Multimodal AI Tool Combines CT and Health Records to Predict Heart Risk
Posted on 26 May 2026
Cardiovascular disease is a leading cause of death and an underrecognized risk for people treated for breast cancer. Cardiac complications can affect survival and quality of life. Clinicians need tools that use routine data to flag high-risk patients early. To help address this challenge, University of British Columbia Okanagan and BC Cancer–Kelowna researchers have developed an AI approach that estimates cardiovascular risk using imaging and health records from standard radiotherapy planning.
Developed by UBC Okanagan (Kelowna, BC, Canada) with BC Cancer–Kelowna, the model analyzes planning chest CT scans alongside data from electronic health records (EHRs). It applies multimodal artificial intelligence to fuse imaging features with clinical context. The goal is to generate a precise, individualized assessment of cardiovascular disease risk in patients receiving radiation therapy for breast cancer.

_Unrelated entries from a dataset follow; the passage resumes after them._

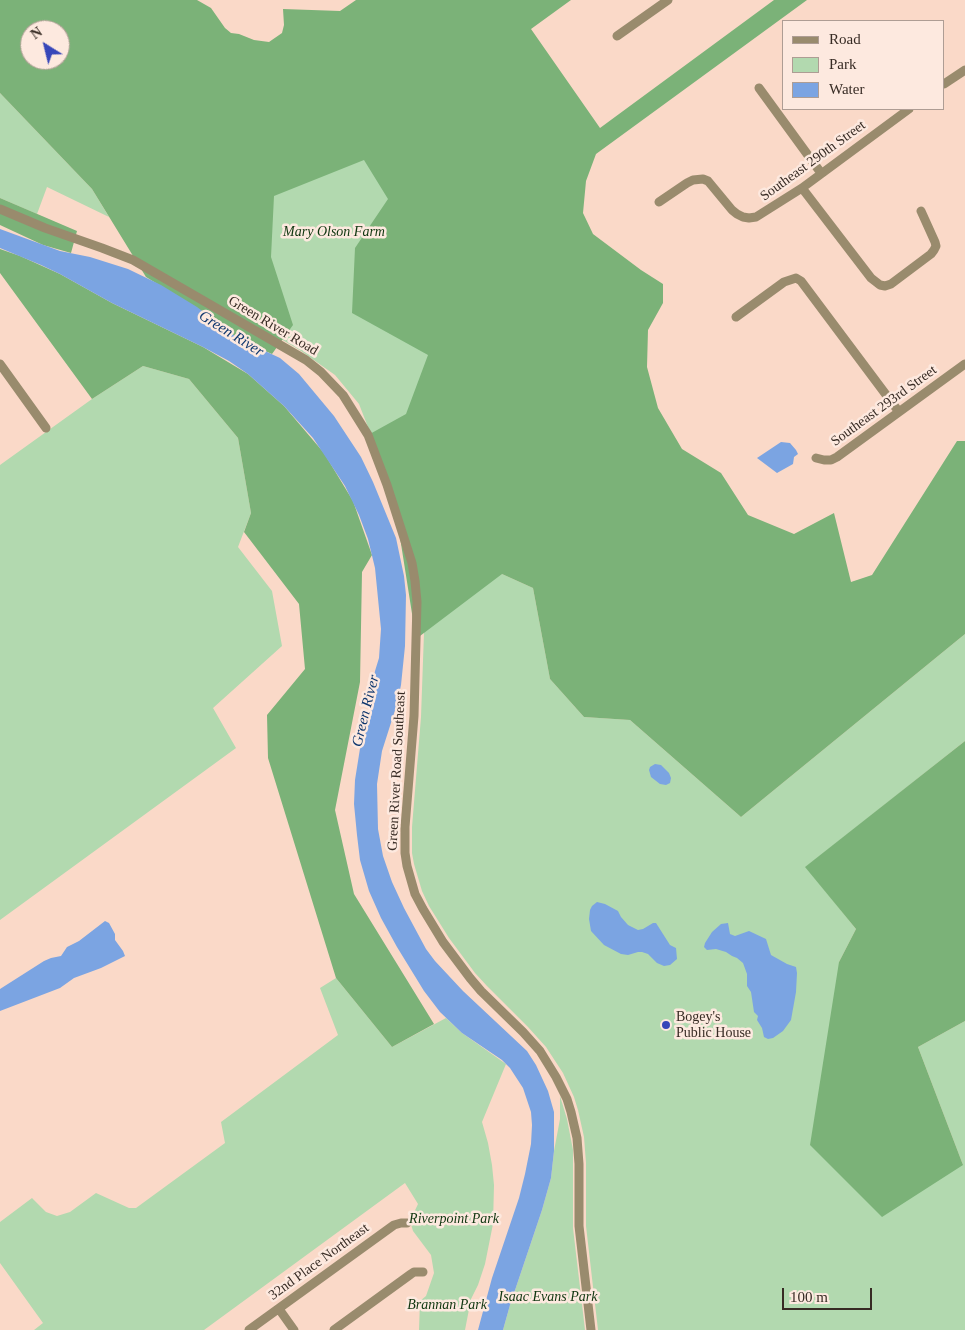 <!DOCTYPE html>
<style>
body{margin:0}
#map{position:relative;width:965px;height:1330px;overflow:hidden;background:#fad9c8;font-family:"Times New Roman",serif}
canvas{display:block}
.legend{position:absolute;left:782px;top:20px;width:162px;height:90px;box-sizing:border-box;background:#fde9df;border:1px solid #ae9d94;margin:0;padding:6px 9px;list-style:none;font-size:15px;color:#372b24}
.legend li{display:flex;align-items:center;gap:10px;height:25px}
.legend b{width:25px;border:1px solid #ae9d94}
.north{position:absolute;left:20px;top:20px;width:50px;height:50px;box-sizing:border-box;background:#fde9df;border:1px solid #ae9d94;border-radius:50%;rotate:324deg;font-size:14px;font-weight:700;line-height:20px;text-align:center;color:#372b24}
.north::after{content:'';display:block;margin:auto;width:18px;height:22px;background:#3746b9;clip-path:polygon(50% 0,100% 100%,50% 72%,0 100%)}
.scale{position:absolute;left:782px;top:1288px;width:90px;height:22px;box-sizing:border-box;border:2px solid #372b24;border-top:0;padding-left:6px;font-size:15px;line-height:18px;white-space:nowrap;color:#372b24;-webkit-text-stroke:4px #fde9df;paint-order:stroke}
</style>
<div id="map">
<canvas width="965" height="1330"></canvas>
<ul class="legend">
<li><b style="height:6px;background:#998b6d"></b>Road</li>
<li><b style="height:14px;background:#b2d9af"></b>Park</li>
<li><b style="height:14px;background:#7ba4e2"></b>Water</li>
</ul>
<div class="north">N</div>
<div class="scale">100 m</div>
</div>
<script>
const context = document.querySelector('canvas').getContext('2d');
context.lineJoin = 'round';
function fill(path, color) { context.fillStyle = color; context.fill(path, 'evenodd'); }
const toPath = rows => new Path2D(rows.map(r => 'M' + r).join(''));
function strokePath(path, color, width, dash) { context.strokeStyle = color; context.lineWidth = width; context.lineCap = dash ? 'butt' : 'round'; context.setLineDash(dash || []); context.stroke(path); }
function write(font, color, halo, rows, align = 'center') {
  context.font = font + ' "Times New Roman",serif'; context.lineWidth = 5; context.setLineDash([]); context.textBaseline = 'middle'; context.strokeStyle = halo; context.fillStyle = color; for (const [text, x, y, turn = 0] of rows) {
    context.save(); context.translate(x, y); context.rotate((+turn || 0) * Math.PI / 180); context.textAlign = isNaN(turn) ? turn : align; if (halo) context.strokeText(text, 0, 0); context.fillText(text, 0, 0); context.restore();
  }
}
fill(toPath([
 [358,67,502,574,533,588,550,679,584,717,630,720,741,817,965,634,965,741,806,867,856,929,839,962,963,1165,918,1047,965,1021,965,1330,598,1330,586,1226,586,1163,584,1137,578,1110,574,1097,563,1073,546,1047,528,1027,487,986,475,973,449,938,429,906,422,891,414,864,412,853,412,827,421,717,424,633,423,568,359,404,335,375,301,351,146,258],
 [0,93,92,189,109,217,47,187,37,214,0,198],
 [143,366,189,379,238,438,251,513,238,547,272,591,282,646,213,708,236,748,0,920,0,465,92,399],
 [336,978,392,1047,446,1018,462,1033,506,1064,482,1122,488,1143,492,1165,494,1185,493,1224,485,1264,478,1285,471,1299,465,1330,419,1330,420,1301,426,1296,434,1273,431,1255,413,1231,410,1221,418,1204,405,1183,204,1330,34,1330,43,1323,0,1263,0,1222,32,1198,46,1212,57,1216,70,1212,96,1193,129,1208,136,1208,225,1143,221,1122,338,1035,320,988],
 [560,1096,567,1119,573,1150,573,1228,585,1330,503,1330,510,1305,542,1210,551,1178,554,1151,560,1119]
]), '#b2d9af');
fill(toPath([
 [0,0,197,0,211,8,225,28,231,33,239,34,254,40,269,42,282,33,284,25,283,9,340,11,356,0,571,0,531,29,600,128,774,0,807,0,596,154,586,181,583,213,593,234,641,270,663,284,663,303,648,330,647,367,658,408,682,449,721,473,748,515,794,534,834,513,851,582,872,575,957,441,965,441,965,634,741,817,630,720,584,717,550,679,533,588,502,574,416,639,396,512,368,435,406,414,428,355,352,313,355,248,388,199,364,160,274,196,271,257,293,325,272,354,238,339,208,315,146,277,92,189,0,93],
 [30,30,60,30,60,60,30,60],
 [0,198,77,231,71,253,43,245,0,225],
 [0,249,20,256,60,274,112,303,203,347,248,374,284,406,324,453,353,501,372,555,362,572,360,682,335,810,354,894,434,1024,392,1047,336,978,268,758,267,715,305,669,299,604,244,532,251,513,238,438,189,379,143,366,92,399,0,273],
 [965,741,965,1021,918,1047,963,1165,882,1217,810,1145,839,962,856,929,805,867]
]), '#7bb278');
fill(toPath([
 [0,229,60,251,90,257,128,269,161,285,197,307,244,343,265,351,280,358,299,374,334,416,361,457,373,482,396,538,404,576,406,595,405,646,401,685,397,704,382,751,377,784,378,829,383,856,392,882,404,908,426,949,435,961,463,991,527,1051,536,1065,548,1091,554,1112,554,1151,551,1178,542,1210,510,1305,503,1330,478,1330,492,1278,519,1198,525,1174,531,1144,532,1125,531,1112,523,1088,510,1068,502,1060,462,1033,440,1012,424,991,397,947,381,918,369,891,360,860,357,835,354,804,355,780,362,736,372,702,373,684,375,671,379,658,381,629,375,568,368,539,359,515,345,486,313,438,284,406,248,374,229,361,203,347,112,303,60,274,41,265,0,248],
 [781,442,790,443,796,450,798,454,794,457,793,464,777,473,757,458],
 [655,764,661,765,669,773,671,778,670,783,666,785,660,784,651,777,649,770,650,767],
 [597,902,605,904,618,911,621,917,628,925,638,930,643,929,653,923,656,923,670,945,676,948,677,959,670,965,664,966,657,963,648,954,642,952,638,952,628,955,621,954,604,945,591,931,589,919,590,910,592,906],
 [105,921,109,923,115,934,115,940,123,951,125,956,101,968,74,978,60,988,0,1011,0,989,44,961,51,958,61,956,67,947,79,941],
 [728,923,730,934,735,936,749,931,766,939,771,955,787,964,796,967,797,973,796,992,791,1020,783,1031,773,1038,768,1039,764,1037,762,1028,757,1020,758,1016,754,1012,751,992,747,986,747,974,743,963,737,958,732,956,726,952,716,949,707,950,704,947,705,943,712,932,721,924]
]), '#7ba4e2');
strokePath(toPath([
 [617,36,668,0],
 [944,84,965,70],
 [759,88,821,173],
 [802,188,871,278,880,285,885,286,891,284,931,254,934,250,936,246,935,242,921,211],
 [659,202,687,183,693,180,703,179,708,181,732,210,737,214,743,217,749,218,756,217,802,188,909,109],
 [0,209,45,228,102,248,133,260,306,360,321,372,343,395,368,435,387,485,412,563,415,581,417,602,414,716,405,827,405,853,407,866,415,894,423,909,443,942,470,978,481,991,523,1032,540,1051,556,1077,567,1099,571,1112,577,1138,579,1164,579,1226,591,1330],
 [736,317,784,282,796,278,801,281,899,412],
 [0,364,46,428],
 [816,458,824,460,831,460,837,457,965,364],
 [279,1309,294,1330],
 [249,1330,394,1225,401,1223,407,1223],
 [334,1330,411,1274,414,1272,423,1272]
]), '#998b6d', 9);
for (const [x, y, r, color] of [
 [666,1025,5,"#3746b9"]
]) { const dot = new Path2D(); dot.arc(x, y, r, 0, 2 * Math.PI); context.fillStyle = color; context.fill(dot); strokePath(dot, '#fde9df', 2); }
write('14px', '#372b24', '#fde9df', [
 ["Southeast 290th Street",813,161,-36],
 ["Green River Road",273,326,31],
 ["Southeast 293rd Street",884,406,-36],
 ["Green River Road Southeast",397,771,-87],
 ["32nd Place Northeast",319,1262,-36]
]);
write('italic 14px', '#0f360f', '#fde9df', [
 ["Mary Olson Farm",334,232],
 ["Riverpoint Park",454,1219],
 ["Isaac Evans Park",548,1297],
 ["Brannan Park",447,1305]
]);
write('14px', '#372b24', '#fde9df', [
 ["Bogey's",676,1017],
 ["Public House",676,1033]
], 'left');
write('italic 15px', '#0f376e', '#fde9df', [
 ["Green River",231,334,32],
 ["Green River",366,711,-76]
]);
</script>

The system compares each patient’s CT scan with EHR variables, including general health, age, hypertension, diabetes, and family history. By interrogating CT images, it identifies subtle structural cardiac changes that are not captured by conventional risk scores. It integrates these imaging signals with systemic risk factors in a unified framework that incorporates clinical language models. Because radiotherapy planning already requires chest CT, the approach leverages existing workflows without additional patient burden.

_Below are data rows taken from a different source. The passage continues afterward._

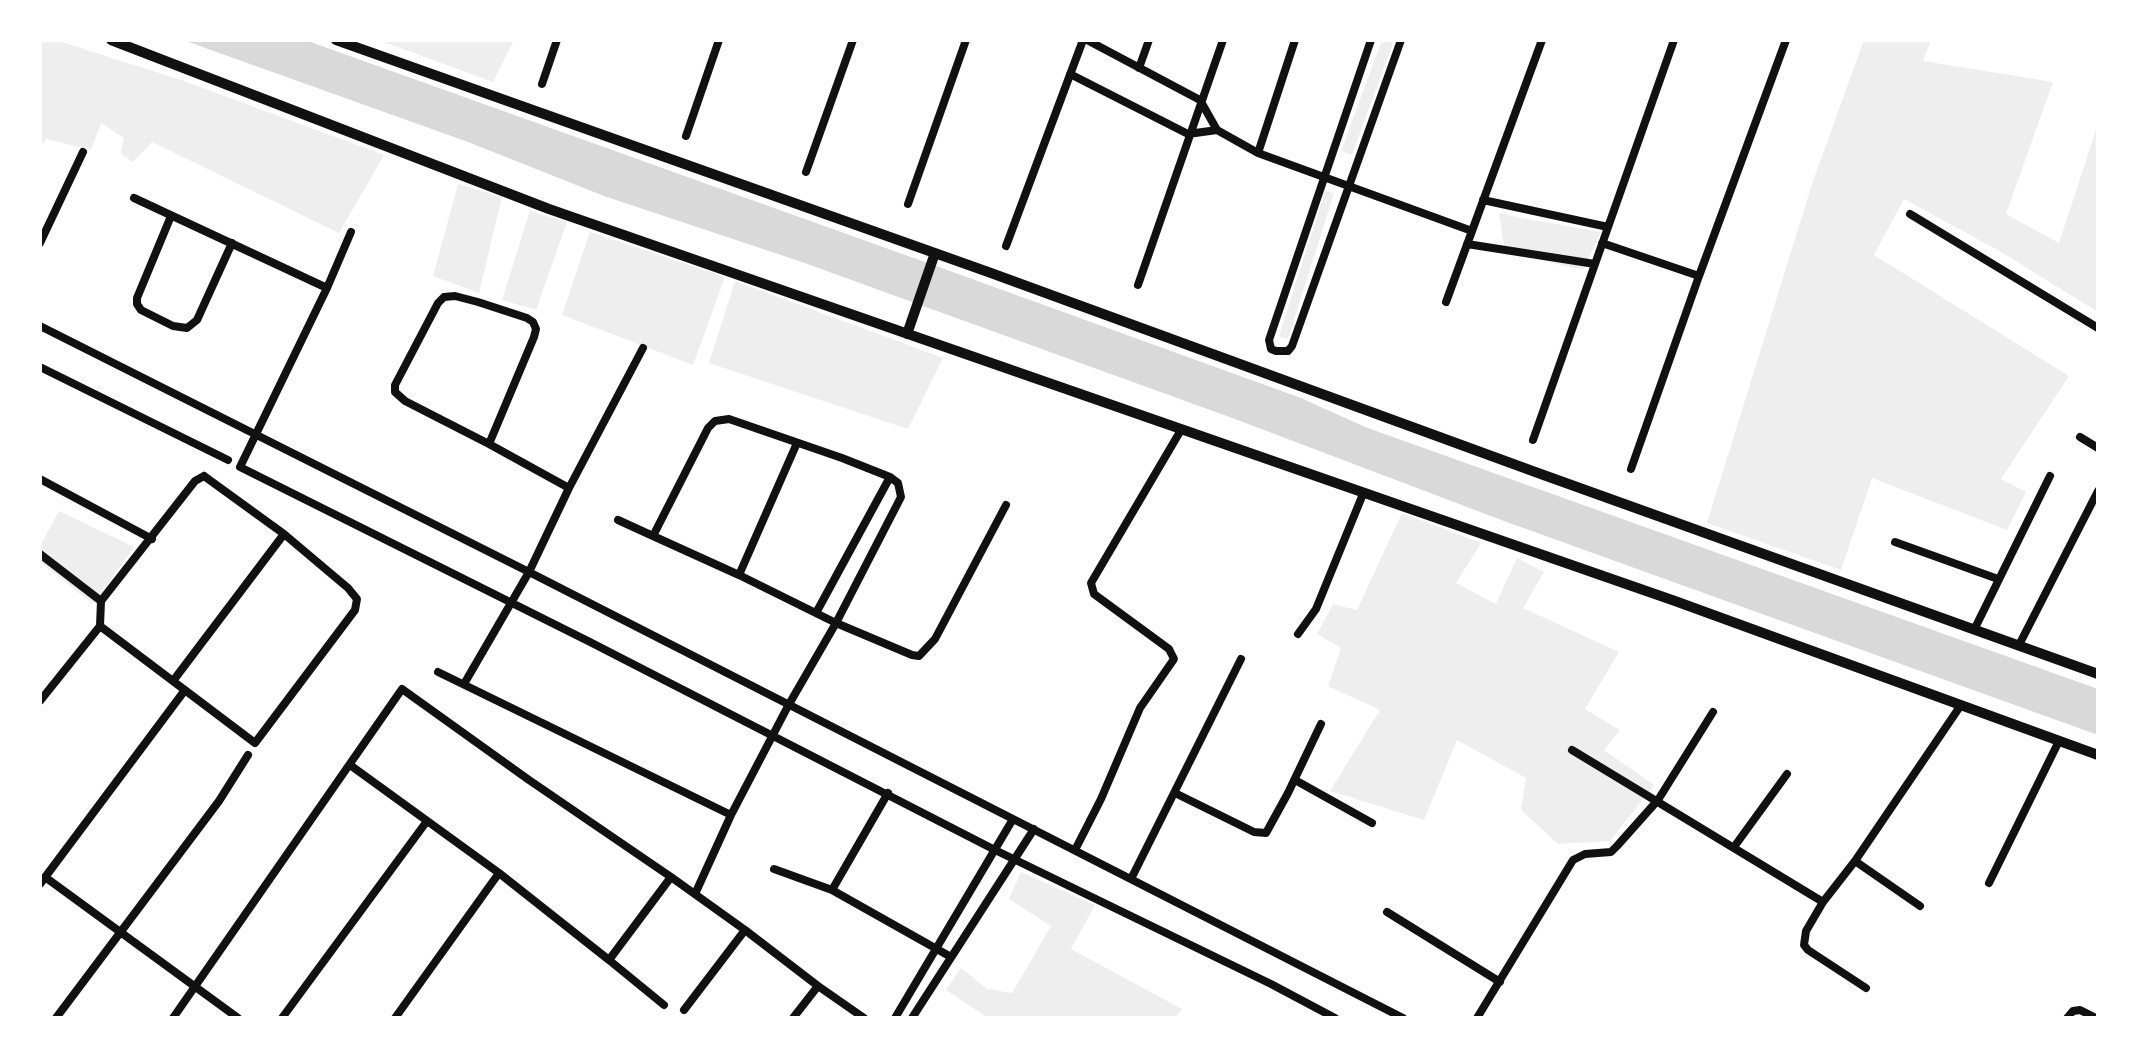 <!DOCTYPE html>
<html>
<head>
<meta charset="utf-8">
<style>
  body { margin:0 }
  #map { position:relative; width:2138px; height:1058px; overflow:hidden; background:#fff; font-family:"Asap Condensed",sans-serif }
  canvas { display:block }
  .frame { position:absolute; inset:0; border:42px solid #fff; pointer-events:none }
</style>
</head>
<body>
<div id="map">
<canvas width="2138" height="1058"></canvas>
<div class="frame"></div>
</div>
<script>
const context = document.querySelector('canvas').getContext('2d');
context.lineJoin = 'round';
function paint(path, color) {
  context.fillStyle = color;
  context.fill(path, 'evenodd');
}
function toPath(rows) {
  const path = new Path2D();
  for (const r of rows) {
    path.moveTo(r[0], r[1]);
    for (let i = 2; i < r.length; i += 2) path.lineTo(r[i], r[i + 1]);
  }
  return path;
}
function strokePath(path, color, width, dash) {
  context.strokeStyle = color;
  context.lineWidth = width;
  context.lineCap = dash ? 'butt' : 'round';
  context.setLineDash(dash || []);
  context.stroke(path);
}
paint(toPath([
  [43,40,56,40,184,81,384,155,339,233,152,142,133,162,121,154,124,138,101,123,91,150,46,139,40,148,40,50],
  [379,40,514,40,493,82],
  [1382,40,1394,40,1352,155,1341,151],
  [1864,40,1931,40,1923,61,2053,82,2006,214,2059,243,2098,124,2098,312,2001,252,1904,199,1874,255,2069,376,2001,479,2026,492,2007,530,1872,478,1841,570,1707,523,1813,181],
  [458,184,502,197,479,293,433,276],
  [1325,191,1334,193,1288,339,1279,336],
  [530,211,567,222,536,310,502,300],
  [1499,213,1522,218,1601,232,1583,270,1505,252],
  [590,232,725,277,693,365,562,315],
  [735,281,943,358,908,429,709,363],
  [59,511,134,547,93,604,40,562,40,546],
  [1402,513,1481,543,1456,583,1496,604,1517,558,1544,572,1523,608,1619,652,1585,709,1620,730,1604,750,1654,785,1610,841,1558,844,1521,810,1526,778,1457,740,1424,820,1330,791,1380,710,1328,686,1341,648,1317,634,1333,604,1357,610],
  [1021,872,1095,905,1071,949,1182,1009,1175,1018,988,1018,946,990,961,968,987,989,1012,993,1051,926,1009,899]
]), '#eee');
paint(toPath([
  [183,40,305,40,936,266,1301,398,1365,427,2098,689,2098,735,1504,521,1235,419,799,261,604,196,468,142]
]), '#d9d9d9');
strokePath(toPath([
  [1087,40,1200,100,1217,130,1258,153,1472,231],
  [1371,40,1269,340,1271,349,1276,351,1288,351,1292,346,1401,40],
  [1139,68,1149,40],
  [1070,74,1188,134,1217,130],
  [542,84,557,40],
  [686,136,719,40],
  [1258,153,1295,40],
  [806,172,853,40],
  [134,198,327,288],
  [1483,200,1608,227],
  [908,204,966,40],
  [1910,214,2098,328],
  [171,216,137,298,137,304,141,310,173,326,187,328,197,320,232,243],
  [351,232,327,288,240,467,590,642,995,850,1271,984,1335,1018],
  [40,243,83,152],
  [1602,243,1699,276,1631,469],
  [1467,244,1595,264],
  [1006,246,1083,40],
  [1699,276,1786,40],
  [1138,285,1223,40],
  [1446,302,1542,40],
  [40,326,529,572,1403,1018],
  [40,367,228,460],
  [2080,437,2098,448],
  [1533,440,1674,40],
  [489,444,405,401,395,392,395,385,438,303,444,297,455,296,478,302,527,318,533,322,536,329,534,337,489,444,569,488],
  [204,476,284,534,348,588,357,599,355,610,255,743,100,626,101,601,195,481,204,476],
  [40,479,152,539],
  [618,520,653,536],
  [1895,542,1998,579],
  [40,554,101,601],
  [739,575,797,443],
  [816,613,890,477],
  [1974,630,2050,476],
  [1298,634,1316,609,1363,494],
  [2019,645,2098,491],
  [438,672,731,815],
  [173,681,284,534],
  [464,684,529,572,569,488,643,348],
  [40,701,100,626],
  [1572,750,1823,902,1806,931,1804,945,1808,950,1866,988],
  [350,765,499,873,609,960,671,877,745,930,818,986,864,1018],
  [1295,780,1372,823],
  [1175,793,1254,832,1266,833,1288,793,1321,724],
  [1734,847,1787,774],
  [1075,850,1101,799,1140,708,1174,659,1169,649,1094,594,1091,583,1181,430],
  [1855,861,1920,906],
  [774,869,832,890,951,957],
  [45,877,238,1018],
  [1131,879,1241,659],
  [1989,883,2059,741],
  [40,884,185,690],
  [832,890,888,793],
  [695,894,731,815,788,706,836,623,901,497,898,483,890,477,842,458,729,419,715,421,708,428,653,536,739,575,836,623,912,655,919,656,935,639,1006,505],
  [1823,902,1855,861,1961,705],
  [1387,912,1500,982],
  [609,960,664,1005],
  [684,1010,745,930],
  [56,1018,219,801,248,755],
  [173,1018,402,689,529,780,671,877],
  [282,1018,427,821],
  [395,1018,499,873],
  [793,1018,818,986],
  [895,1018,1013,819],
  [912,1018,1034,829],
  [1477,1018,1573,860,1585,854,1611,852,1617,846,1658,800,1713,712],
  [2067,1018,2073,1011,2080,1010,2096,1018]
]), '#111', 8);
strokePath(toPath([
  [111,40,549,209,1675,601,2098,755],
  [336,40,991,273,1538,473,2098,674],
  [907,334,935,253]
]), '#111', 10);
</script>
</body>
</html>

In research published in Radiotherapy and Oncology in 2026, the model significantly outperformed existing methods. Investigators report outstanding predictive accuracy and describe earlier, more accurate detection of risk when imaging is combined with clinical records. The study underscores the feasibility of repurposing routine planning CT to inform cardio-oncology decision-making.
“This research marks a significant step forward in how we assess cardiovascular risk in breast cancer patients. By combining routinely collected CT imaging with clinical health records, we can detect risk earlier and more accurately than ever before—without adding extra burden to patients or the health-care system,” said Dr. Rasika Rajapakshe, a senior medical physicist at BC Cancer–Kelowna.
“This level of precision has the potential to identify high-risk patients early in their treatment while also tailoring interventions and care accordingly. This approach may serve as a non-invasive, clinically valuable tool for early prediction of cardiovascular-related mortality, enabling timely identification of at-risk patients and improving their survival outcomes,” added Dr. Mohammad Shehata, a professor in the Irving K. Barber Faculty of Science’s computer science department.